Collected data entries:

····················

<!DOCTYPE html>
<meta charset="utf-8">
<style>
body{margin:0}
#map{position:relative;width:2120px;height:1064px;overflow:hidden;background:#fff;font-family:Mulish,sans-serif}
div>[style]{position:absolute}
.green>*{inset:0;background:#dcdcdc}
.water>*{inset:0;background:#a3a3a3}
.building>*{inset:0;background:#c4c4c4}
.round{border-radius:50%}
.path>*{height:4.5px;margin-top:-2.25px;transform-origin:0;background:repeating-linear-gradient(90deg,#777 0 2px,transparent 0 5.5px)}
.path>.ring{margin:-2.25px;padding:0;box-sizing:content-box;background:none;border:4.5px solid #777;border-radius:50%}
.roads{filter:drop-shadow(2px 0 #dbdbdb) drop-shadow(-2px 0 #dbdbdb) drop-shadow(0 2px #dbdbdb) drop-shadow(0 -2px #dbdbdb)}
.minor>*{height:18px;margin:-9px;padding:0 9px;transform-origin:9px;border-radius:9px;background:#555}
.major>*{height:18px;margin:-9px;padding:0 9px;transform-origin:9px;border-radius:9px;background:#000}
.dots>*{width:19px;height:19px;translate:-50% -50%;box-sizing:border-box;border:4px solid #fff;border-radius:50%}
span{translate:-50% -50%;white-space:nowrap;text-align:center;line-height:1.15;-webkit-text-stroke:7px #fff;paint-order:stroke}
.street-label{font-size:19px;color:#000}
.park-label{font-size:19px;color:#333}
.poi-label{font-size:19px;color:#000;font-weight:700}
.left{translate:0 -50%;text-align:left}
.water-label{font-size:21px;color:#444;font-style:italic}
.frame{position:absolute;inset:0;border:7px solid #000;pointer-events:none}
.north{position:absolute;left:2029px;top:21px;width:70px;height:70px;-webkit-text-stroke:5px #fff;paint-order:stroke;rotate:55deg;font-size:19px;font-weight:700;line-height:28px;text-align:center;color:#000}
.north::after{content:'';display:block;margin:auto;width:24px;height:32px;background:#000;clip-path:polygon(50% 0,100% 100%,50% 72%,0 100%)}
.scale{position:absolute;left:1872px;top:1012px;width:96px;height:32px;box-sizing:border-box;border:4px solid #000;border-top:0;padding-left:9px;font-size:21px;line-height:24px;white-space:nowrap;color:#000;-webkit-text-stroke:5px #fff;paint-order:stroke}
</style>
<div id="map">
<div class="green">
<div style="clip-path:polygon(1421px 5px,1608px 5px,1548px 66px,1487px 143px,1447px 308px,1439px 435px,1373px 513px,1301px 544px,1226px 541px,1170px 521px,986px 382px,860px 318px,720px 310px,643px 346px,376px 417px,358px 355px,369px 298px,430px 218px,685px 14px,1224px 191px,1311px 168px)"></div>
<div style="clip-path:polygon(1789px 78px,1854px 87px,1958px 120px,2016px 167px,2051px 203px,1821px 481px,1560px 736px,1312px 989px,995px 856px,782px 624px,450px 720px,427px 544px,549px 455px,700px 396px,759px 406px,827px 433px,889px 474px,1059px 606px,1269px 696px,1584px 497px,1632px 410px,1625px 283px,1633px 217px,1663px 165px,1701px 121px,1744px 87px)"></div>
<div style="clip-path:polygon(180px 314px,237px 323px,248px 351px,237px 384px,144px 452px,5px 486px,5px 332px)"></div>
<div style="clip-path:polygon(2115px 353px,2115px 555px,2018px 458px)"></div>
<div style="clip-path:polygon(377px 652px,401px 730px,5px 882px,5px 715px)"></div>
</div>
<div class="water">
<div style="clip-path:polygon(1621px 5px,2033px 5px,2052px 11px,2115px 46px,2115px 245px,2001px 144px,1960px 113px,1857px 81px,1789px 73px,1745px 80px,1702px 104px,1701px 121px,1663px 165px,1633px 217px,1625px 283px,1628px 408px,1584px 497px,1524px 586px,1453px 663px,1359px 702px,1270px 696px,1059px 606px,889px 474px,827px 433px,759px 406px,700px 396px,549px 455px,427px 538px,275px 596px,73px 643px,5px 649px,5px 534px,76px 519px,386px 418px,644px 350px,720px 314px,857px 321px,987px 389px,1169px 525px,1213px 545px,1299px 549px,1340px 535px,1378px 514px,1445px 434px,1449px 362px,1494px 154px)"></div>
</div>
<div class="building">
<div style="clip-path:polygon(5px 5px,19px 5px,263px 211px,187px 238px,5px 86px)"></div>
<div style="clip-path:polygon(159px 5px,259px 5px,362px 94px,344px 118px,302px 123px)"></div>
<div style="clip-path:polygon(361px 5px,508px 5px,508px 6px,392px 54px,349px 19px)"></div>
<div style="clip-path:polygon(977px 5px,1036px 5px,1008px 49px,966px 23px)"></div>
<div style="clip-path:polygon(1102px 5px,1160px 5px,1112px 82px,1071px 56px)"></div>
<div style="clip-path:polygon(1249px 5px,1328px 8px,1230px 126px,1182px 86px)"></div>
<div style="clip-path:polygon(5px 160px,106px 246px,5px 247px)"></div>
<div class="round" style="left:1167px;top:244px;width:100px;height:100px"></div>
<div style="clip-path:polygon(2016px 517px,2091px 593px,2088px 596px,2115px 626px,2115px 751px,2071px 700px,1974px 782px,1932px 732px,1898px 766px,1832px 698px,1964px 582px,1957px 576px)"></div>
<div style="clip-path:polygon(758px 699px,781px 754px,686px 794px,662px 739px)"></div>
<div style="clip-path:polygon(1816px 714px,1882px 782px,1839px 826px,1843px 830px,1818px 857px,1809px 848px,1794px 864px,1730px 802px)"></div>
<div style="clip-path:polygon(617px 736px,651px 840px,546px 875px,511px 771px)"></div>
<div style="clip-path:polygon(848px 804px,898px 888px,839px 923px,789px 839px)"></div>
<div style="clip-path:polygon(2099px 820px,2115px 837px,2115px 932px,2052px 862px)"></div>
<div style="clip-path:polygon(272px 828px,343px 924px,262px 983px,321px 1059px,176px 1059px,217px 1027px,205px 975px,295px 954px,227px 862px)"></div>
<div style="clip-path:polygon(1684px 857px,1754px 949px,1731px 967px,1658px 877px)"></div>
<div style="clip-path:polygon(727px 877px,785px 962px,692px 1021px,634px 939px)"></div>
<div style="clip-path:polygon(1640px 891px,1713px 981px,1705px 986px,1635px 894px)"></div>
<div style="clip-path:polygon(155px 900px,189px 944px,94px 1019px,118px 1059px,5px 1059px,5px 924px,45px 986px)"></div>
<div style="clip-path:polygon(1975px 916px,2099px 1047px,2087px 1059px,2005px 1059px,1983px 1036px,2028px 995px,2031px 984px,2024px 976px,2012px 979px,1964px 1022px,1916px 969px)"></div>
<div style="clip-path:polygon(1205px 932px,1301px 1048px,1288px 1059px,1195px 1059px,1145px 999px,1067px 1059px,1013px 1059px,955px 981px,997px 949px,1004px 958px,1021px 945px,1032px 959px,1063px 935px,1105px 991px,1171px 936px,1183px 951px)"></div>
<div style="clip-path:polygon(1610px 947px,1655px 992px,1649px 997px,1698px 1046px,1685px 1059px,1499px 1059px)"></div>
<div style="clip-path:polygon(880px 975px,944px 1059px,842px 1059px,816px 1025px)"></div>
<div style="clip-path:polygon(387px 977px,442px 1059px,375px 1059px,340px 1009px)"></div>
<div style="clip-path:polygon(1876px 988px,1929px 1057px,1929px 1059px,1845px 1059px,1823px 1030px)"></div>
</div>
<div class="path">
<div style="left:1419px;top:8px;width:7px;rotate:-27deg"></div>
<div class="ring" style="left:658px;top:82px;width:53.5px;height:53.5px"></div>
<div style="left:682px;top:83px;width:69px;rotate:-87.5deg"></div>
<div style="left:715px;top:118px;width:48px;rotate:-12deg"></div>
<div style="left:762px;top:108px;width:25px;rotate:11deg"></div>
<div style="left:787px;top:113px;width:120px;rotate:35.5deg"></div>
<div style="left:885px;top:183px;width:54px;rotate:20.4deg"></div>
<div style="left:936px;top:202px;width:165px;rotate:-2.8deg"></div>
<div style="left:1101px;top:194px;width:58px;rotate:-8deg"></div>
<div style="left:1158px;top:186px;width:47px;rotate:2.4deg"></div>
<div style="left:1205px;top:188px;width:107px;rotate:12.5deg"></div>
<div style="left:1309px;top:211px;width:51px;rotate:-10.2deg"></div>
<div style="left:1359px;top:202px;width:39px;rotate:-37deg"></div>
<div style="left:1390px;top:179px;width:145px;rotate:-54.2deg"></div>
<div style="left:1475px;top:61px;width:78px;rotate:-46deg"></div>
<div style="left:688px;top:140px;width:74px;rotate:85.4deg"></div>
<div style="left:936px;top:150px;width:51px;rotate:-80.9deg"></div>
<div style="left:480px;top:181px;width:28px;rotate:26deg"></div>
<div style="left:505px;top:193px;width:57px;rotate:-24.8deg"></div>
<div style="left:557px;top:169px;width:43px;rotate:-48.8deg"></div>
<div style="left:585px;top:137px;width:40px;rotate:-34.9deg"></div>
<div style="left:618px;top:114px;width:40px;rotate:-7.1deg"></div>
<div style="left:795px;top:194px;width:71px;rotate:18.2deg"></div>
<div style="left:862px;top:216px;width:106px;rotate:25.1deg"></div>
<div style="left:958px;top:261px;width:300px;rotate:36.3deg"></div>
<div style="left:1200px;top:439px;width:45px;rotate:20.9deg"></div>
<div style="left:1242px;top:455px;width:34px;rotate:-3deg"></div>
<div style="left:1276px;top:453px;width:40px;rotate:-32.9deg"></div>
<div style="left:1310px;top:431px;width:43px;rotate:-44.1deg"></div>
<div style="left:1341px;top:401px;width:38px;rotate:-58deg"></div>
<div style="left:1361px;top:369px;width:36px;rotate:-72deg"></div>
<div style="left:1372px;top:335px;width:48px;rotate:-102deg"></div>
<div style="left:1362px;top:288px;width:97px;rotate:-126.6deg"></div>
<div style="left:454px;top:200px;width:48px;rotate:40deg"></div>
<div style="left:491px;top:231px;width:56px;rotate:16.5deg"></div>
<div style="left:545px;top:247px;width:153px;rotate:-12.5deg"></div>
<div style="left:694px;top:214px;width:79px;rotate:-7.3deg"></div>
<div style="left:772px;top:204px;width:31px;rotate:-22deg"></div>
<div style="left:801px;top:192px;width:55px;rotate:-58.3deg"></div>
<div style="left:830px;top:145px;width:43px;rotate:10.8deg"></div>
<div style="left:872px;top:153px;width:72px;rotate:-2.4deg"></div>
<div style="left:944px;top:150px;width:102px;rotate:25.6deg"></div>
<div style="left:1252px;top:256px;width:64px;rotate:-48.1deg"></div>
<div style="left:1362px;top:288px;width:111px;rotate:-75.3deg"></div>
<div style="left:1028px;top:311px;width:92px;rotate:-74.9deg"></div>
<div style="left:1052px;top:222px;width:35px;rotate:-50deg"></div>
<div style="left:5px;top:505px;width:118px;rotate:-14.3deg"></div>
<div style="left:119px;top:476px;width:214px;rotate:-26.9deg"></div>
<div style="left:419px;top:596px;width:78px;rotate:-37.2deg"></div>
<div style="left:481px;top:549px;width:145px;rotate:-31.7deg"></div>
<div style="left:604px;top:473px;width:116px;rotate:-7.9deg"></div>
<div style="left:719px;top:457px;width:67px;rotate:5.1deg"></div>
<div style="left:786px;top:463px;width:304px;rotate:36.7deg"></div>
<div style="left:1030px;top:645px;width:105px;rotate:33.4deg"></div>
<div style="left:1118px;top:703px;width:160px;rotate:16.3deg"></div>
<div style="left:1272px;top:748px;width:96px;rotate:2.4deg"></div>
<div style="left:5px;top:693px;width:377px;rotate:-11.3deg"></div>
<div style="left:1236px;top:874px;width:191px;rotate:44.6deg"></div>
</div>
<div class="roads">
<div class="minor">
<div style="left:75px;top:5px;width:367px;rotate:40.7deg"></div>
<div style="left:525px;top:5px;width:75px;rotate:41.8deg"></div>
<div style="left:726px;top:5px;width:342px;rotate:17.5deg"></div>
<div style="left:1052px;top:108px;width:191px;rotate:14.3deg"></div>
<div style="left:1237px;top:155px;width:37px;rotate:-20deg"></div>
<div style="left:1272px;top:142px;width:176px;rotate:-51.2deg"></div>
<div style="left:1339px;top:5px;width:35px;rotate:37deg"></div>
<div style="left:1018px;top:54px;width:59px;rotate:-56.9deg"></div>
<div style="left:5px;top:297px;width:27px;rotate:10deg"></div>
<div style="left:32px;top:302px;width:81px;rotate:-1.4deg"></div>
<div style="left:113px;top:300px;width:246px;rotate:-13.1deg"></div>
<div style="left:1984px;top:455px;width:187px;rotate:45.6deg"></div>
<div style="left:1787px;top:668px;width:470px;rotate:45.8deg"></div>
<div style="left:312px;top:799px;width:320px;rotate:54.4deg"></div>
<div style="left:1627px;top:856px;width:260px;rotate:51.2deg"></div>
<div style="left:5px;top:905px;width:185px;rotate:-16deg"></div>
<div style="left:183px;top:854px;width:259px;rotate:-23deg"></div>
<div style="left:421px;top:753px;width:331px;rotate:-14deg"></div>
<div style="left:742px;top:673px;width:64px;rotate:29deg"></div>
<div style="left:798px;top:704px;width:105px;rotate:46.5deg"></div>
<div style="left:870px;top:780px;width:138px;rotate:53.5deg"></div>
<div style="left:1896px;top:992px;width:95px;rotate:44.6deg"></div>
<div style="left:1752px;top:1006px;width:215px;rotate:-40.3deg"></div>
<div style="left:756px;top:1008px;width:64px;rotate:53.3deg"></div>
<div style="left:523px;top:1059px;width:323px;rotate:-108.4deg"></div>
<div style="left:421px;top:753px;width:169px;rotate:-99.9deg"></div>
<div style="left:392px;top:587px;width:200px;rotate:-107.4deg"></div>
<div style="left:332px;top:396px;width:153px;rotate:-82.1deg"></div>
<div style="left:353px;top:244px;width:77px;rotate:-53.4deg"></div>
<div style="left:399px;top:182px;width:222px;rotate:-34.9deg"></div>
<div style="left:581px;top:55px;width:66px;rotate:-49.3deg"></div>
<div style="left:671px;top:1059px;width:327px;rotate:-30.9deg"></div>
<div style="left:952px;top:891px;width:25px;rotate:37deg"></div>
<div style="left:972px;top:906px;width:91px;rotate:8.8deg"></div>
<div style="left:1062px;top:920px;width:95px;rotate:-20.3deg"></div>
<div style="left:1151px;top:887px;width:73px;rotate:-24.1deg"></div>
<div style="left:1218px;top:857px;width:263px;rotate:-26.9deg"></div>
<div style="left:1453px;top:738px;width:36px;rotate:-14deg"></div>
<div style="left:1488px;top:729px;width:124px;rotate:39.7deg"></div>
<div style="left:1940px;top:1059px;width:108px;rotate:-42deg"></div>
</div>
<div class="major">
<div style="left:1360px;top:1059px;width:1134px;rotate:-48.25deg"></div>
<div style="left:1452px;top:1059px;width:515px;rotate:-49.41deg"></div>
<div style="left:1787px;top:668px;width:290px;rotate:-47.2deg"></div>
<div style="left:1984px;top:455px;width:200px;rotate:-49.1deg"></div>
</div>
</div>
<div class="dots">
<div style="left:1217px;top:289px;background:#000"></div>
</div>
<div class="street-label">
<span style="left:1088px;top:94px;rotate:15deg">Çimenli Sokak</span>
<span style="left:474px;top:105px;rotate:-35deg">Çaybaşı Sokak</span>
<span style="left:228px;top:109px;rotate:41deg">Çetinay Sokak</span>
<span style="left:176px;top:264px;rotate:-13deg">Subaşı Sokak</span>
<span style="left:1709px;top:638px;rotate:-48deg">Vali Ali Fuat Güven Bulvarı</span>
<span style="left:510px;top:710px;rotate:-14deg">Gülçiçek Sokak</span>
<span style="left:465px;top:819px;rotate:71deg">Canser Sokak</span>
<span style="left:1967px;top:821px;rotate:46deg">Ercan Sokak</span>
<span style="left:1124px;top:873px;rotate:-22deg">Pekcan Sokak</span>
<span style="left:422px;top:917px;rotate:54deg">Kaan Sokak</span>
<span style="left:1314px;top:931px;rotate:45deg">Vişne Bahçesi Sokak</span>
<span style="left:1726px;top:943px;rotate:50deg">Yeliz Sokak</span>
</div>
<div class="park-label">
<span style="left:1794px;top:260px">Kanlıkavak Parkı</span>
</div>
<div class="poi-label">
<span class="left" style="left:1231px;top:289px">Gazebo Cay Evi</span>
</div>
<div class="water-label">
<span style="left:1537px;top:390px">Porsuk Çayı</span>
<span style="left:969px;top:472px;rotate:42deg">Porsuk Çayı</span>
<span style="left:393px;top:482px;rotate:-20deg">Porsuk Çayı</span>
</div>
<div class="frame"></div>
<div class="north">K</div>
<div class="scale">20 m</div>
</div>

····················

Action item: Lines from the top of the data above through the line containing "0 #dbdbdb) drop-shadow(-2px" must be repeated exactly. All other lines stay out.

Exercise response:
<!DOCTYPE html>
<meta charset="utf-8">
<style>
body{margin:0}
#map{position:relative;width:2120px;height:1064px;overflow:hidden;background:#fff;font-family:Mulish,sans-serif}
div>[style]{position:absolute}
.green>*{inset:0;background:#dcdcdc}
.water>*{inset:0;background:#a3a3a3}
.building>*{inset:0;background:#c4c4c4}
.round{border-radius:50%}
.path>*{height:4.5px;margin-top:-2.25px;transform-origin:0;background:repeating-linear-gradient(90deg,#777 0 2px,transparent 0 5.5px)}
.path>.ring{margin:-2.25px;padding:0;box-sizing:content-box;background:none;border:4.5px solid #777;border-radius:50%}
.roads{filter:drop-shadow(2px 0 #dbdbdb) drop-shadow(-2px 0 #dbdbdb) drop-shadow(0 2px #dbdbdb) drop-shadow(0 -2px #dbdbdb)}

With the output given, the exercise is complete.